Unsung Heroes: The Challenges Faced by Rural Healthcare Workers in South Africa
Healthcare workers are often referred to as the heroes of healthcare due to their steadfast dedication and tenacity in the face of countless adversities. Despite these obstacles, healthcare workers demonstrate extraordinary courage and drive, proving their dedication to the well-being of their patients. Their capacity to overcome challenges, and provide compassionate treatment on a constant basis is nothing short of heroic.
As with every year since the first democratic elections in 1994, Worker’s Day is celebrated on May 1, each year. This day holds significant meaning for South Africans, as it commemorates the rights of workers and the contributions they make to society.
Workers’ Day in South Africa has come to symbolise the tough fight against Apartheid in which trade and labour unions played a crucial role and sacrifices made on the long road toward equal employment.
Although sacrifices were made towards good and fair employment, South Africa still has healthcare workers who work under harsh circumstances in rural areas. Rural healthcare workers are essential medical professionals who provide care and support to underserved communities. They are often considered unsung heroes due to their tireless efforts in rural areas.
Rural healthcare workers encounter significant challenges that make providing adequate healthcare services to those living in rural areas challenging. Furthermore, social and cultural barriers, such as language barriers, limited access to education and training, and a lack of community support, contribute to these difficulties.
Nthabiseng Sibisi, chairperson at Rural Nursing South Africa outlines the challenges that rural healthcare workers encounter and they include:
• In terms of resources, rural districts suffer from significant disparities between urban and rural areas due to factors such as procurement and budget allocation
• Unavailability of medicines
• Lack of accountability and insufficient management support for staff
• Poor health service support systems – ambulance and laboratories are often hard to reach, leading to delayed diagnosing, treatment, and referrals to higher level of services
• Capacity building challenges, although regional training centres are available, training often relies on District Supporting Partners.
• Socio-cultural factors (traditional beliefs) relating to medicine use which may lead to polymedicine, often with drug-drug interactions, and, at times, late healthcare access and treatment initiation
• Patient migration leading to loss to follow up for treatment
On Friday, 12 May, the world comes together to celebrate International Nurses Day, a day dedicated to acknowledging and appreciating the contributions of nurses worldwide.
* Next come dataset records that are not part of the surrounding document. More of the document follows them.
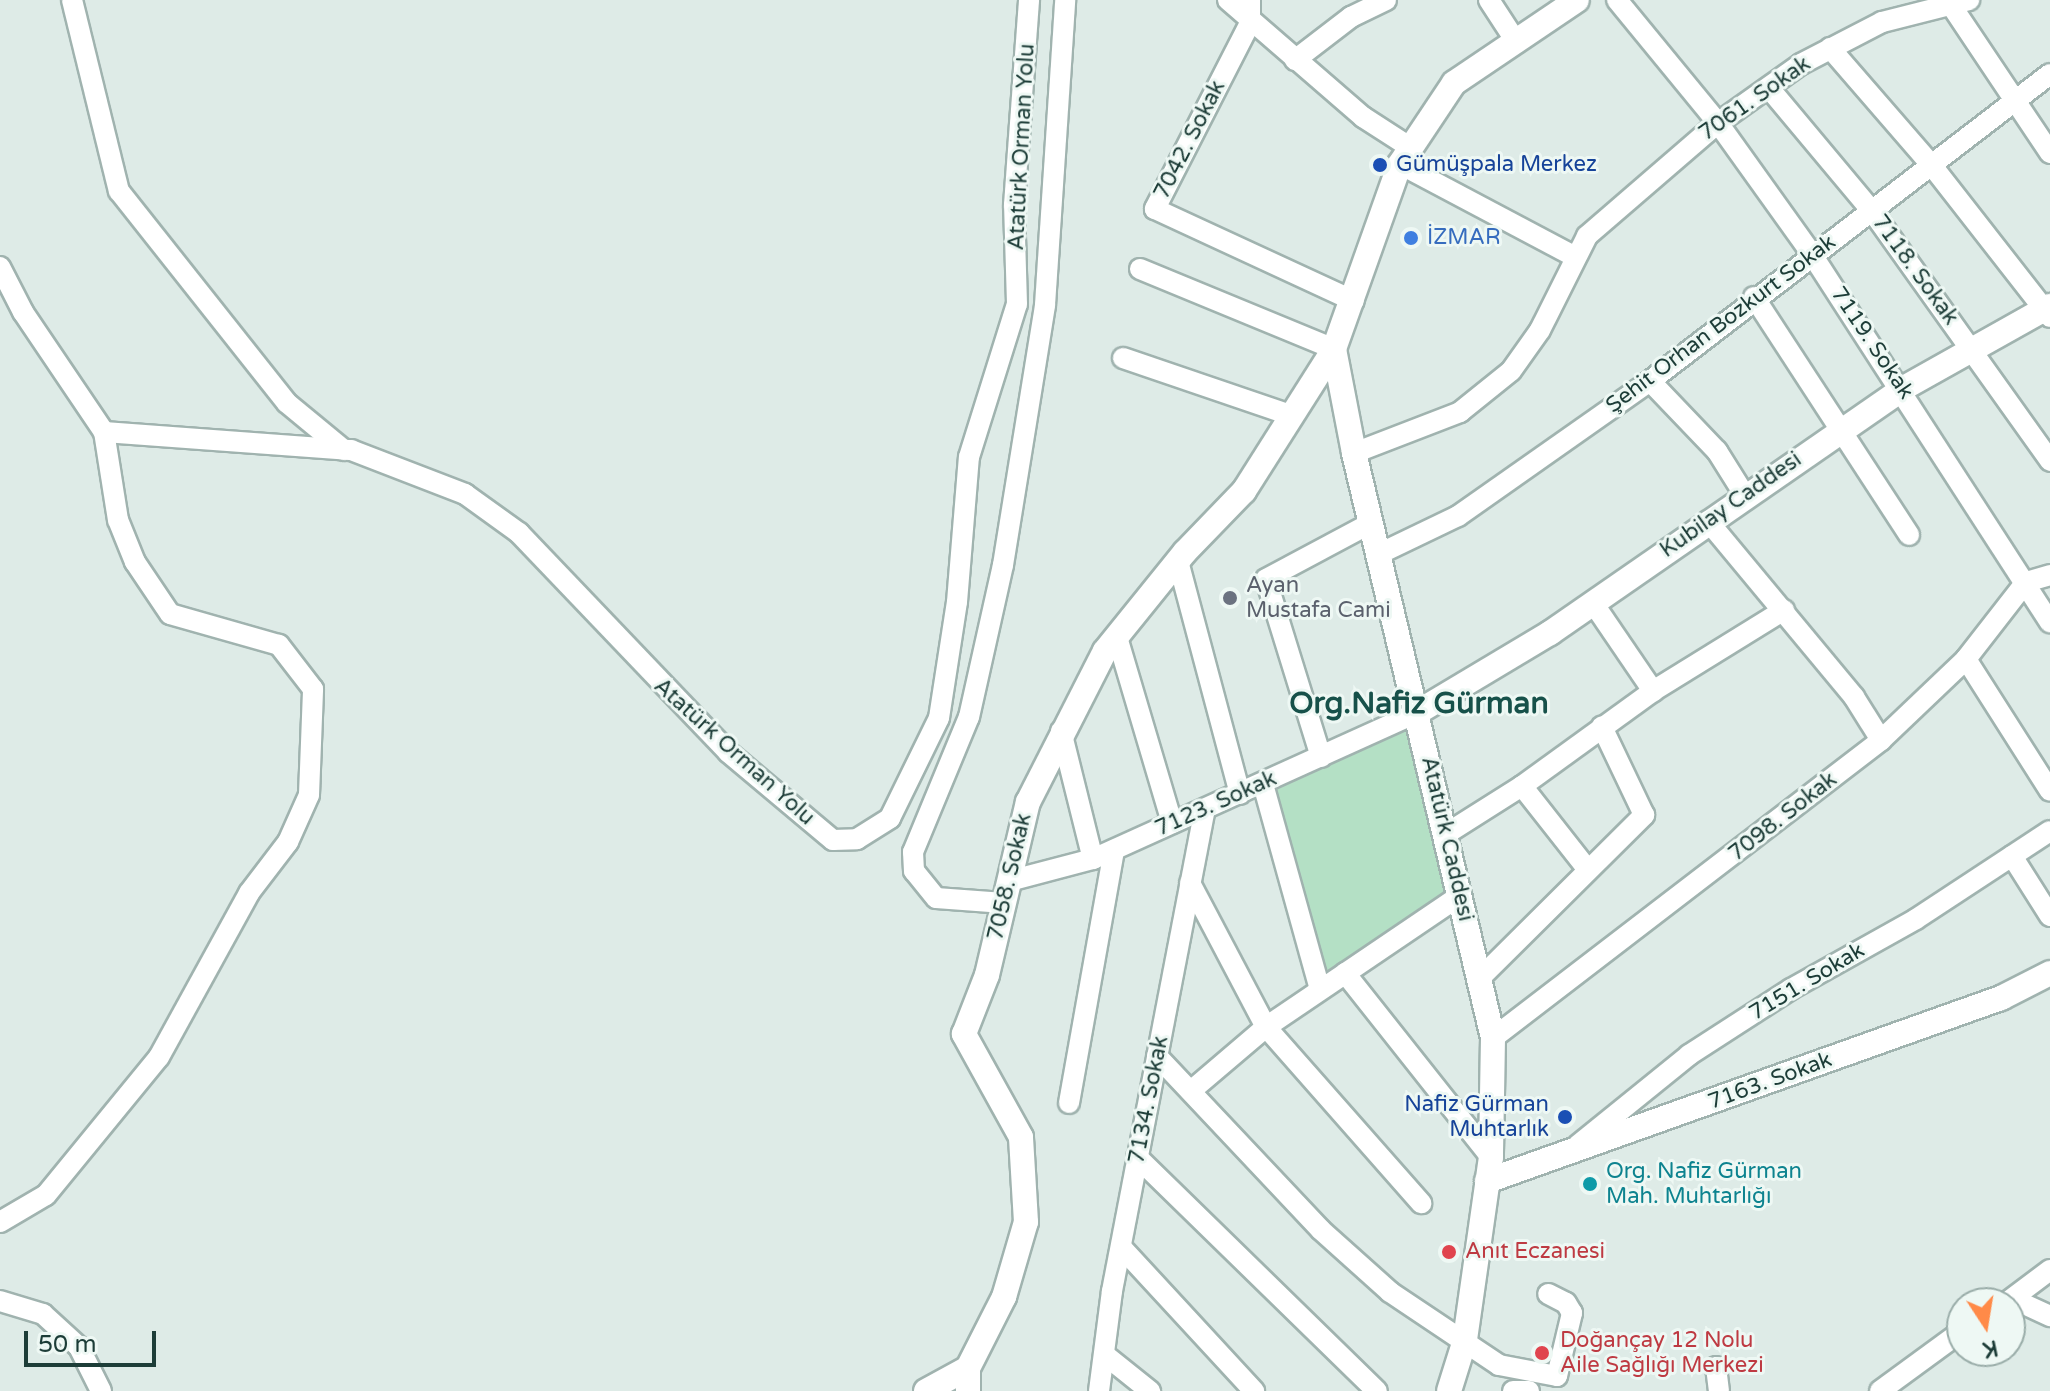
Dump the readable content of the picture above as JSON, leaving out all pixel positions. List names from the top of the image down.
{
  "streets": {
    "main road": [
      "Kubilay Caddesi",
      "Atatürk Caddesi",
      "7058. Sokak",
      "7163. Sokak"
    ],
    "street": [
      "7061. Sokak",
      "7042. Sokak",
      "Atatürk Orman Yolu",
      "7118. Sokak",
      "Şehit Orhan Bozkurt Sokak",
      "7119. Sokak",
      "7123. Sokak",
      "7098. Sokak",
      "7151. Sokak",
      "7134. Sokak"
    ]
  },
  "crossings": [
    ["7061. Sokak", "7118. Sokak"],
    ["7061. Sokak", "7119. Sokak"],
    ["7061. Sokak", "Atatürk Caddesi"],
    ["7118. Sokak", "Şehit Orhan Bozkurt Sokak"],
    ["7118. Sokak", "Kubilay Caddesi"],
    ["Şehit Orhan Bozkurt Sokak", "7119. Sokak"],
    ["Şehit Orhan Bozkurt Sokak", "Atatürk Caddesi"],
    ["7119. Sokak", "Kubilay Caddesi"],
    ["7119. Sokak", "7098. Sokak"],
    ["Kubilay Caddesi", "7123. Sokak"],
    ["Kubilay Caddesi", "Atatürk Caddesi"],
    ["7123. Sokak", "Atatürk Caddesi"],
    ["7123. Sokak", "7058. Sokak"],
    ["7123. Sokak", "7134. Sokak"],
    ["7098. Sokak", "Atatürk Caddesi"],
    ["Atatürk Caddesi", "7058. Sokak"],
    ["Atatürk Caddesi", "7163. Sokak"],
    ["7151. Sokak", "7163. Sokak"]
  ],
  "districts": ["Org.Nafiz Gürman"],
  "places": [
    "Gümüşpala Merkez",
    "İZMAR",
    "Ayan Mustafa Cami",
    "Nafiz Gürman Muhtarlık",
    "Org. Nafiz Gürman Mah. Muhtarlığı",
    "Anıt Eczanesi",
    "Doğançay 12 Nolu Aile Sağlığı Merkezi"
  ],
  "scale_bar": "50 m",
  "north": "bottom"
}
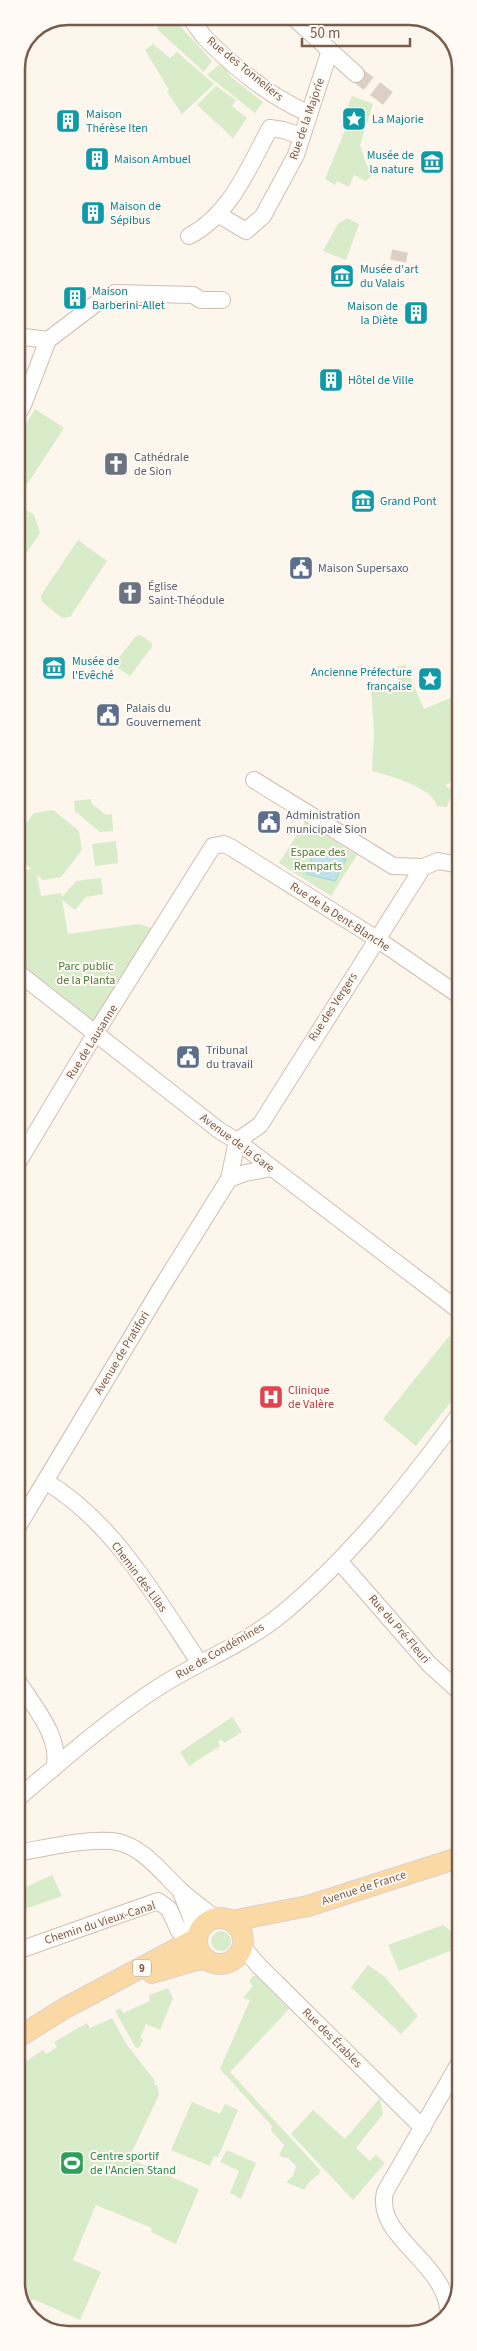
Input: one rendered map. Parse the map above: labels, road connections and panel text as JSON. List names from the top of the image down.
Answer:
{
  "streets": {
    "main road": ["Avenue de France", "9"],
    "street": [
      "Rue des Tonneliers",
      "Rue de la Majorie",
      "Rue de la Dent-Blanche",
      "Rue des Vergers",
      "Rue de Lausanne",
      "Avenue de la Gare",
      "Avenue de Pratifori",
      "Chemin des Lilas",
      "Rue du Pré-Fleuri",
      "Rue de Condémines",
      "Chemin du Vieux-Canal",
      "Rue des Érables"
    ]
  },
  "crossings": [
    ["Rue des Tonneliers", "Rue de la Majorie"],
    ["Rue de la Dent-Blanche", "Rue des Vergers"],
    ["Rue de la Dent-Blanche", "Rue de Lausanne"],
    ["Rue des Vergers", "Avenue de la Gare"],
    ["Rue des Vergers", "Avenue de Pratifori"],
    ["Rue de Lausanne", "Avenue de la Gare"],
    ["Avenue de la Gare", "Avenue de Pratifori"],
    ["Avenue de Pratifori", "Chemin des Lilas"],
    ["Chemin des Lilas", "Rue de Condémines"],
    ["Rue du Pré-Fleuri", "Rue de Condémines"],
    ["Avenue de France", "Chemin du Vieux-Canal"],
    ["Avenue de France", "9"],
    ["Avenue de France", "Rue des Érables"],
    ["Chemin du Vieux-Canal", "9"],
    ["Chemin du Vieux-Canal", "Rue des Érables"],
    ["9", "Rue des Érables"]
  ],
  "parks": ["Espace des Remparts", "Parc public de la Planta"],
  "places": {
    "place": ["La Majorie", "Ancienne Préfecture française"],
    "building": [
      "Maison Thérèse Iten",
      "Maison Ambuel",
      "Maison de Sépibus",
      "Maison Barberini-Allet",
      "Maison de la Diète",
      "Hôtel de Ville"
    ],
    "museum": [
      "Musée de la nature",
      "Musée d'art du Valais",
      "Grand Pont",
      "Musée de l'Evêché"
    ],
    "church": ["Cathédrale de Sion", "Église Saint-Théodule"],
    "public building": [
      "Maison Supersaxo",
      "Palais du Gouvernement",
      "Administration municipale Sion",
      "Tribunal du travail"
    ],
    "hospital": ["Clinique de Valère"],
    "sports": ["Centre sportif de l'Ancien Stand"]
  },
  "scale_bar": "50 m"
}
International Nurses Day highlights the critical role that nurses play in our healthcare systems. Their constant dedication, compassion, and skill are critical in improving patient outcomes, promoting health, and delivering comprehensive care to individuals and communities.
According to Nomana Ntshakaza, a nurse working in rural areas of the Eastern Cape, and a representative of Rural Nursing SA, some of the common difficulties of working in rural areas include lack of resources, both human and infrastructural. Delayed EMRS response leading to complications and fatalities.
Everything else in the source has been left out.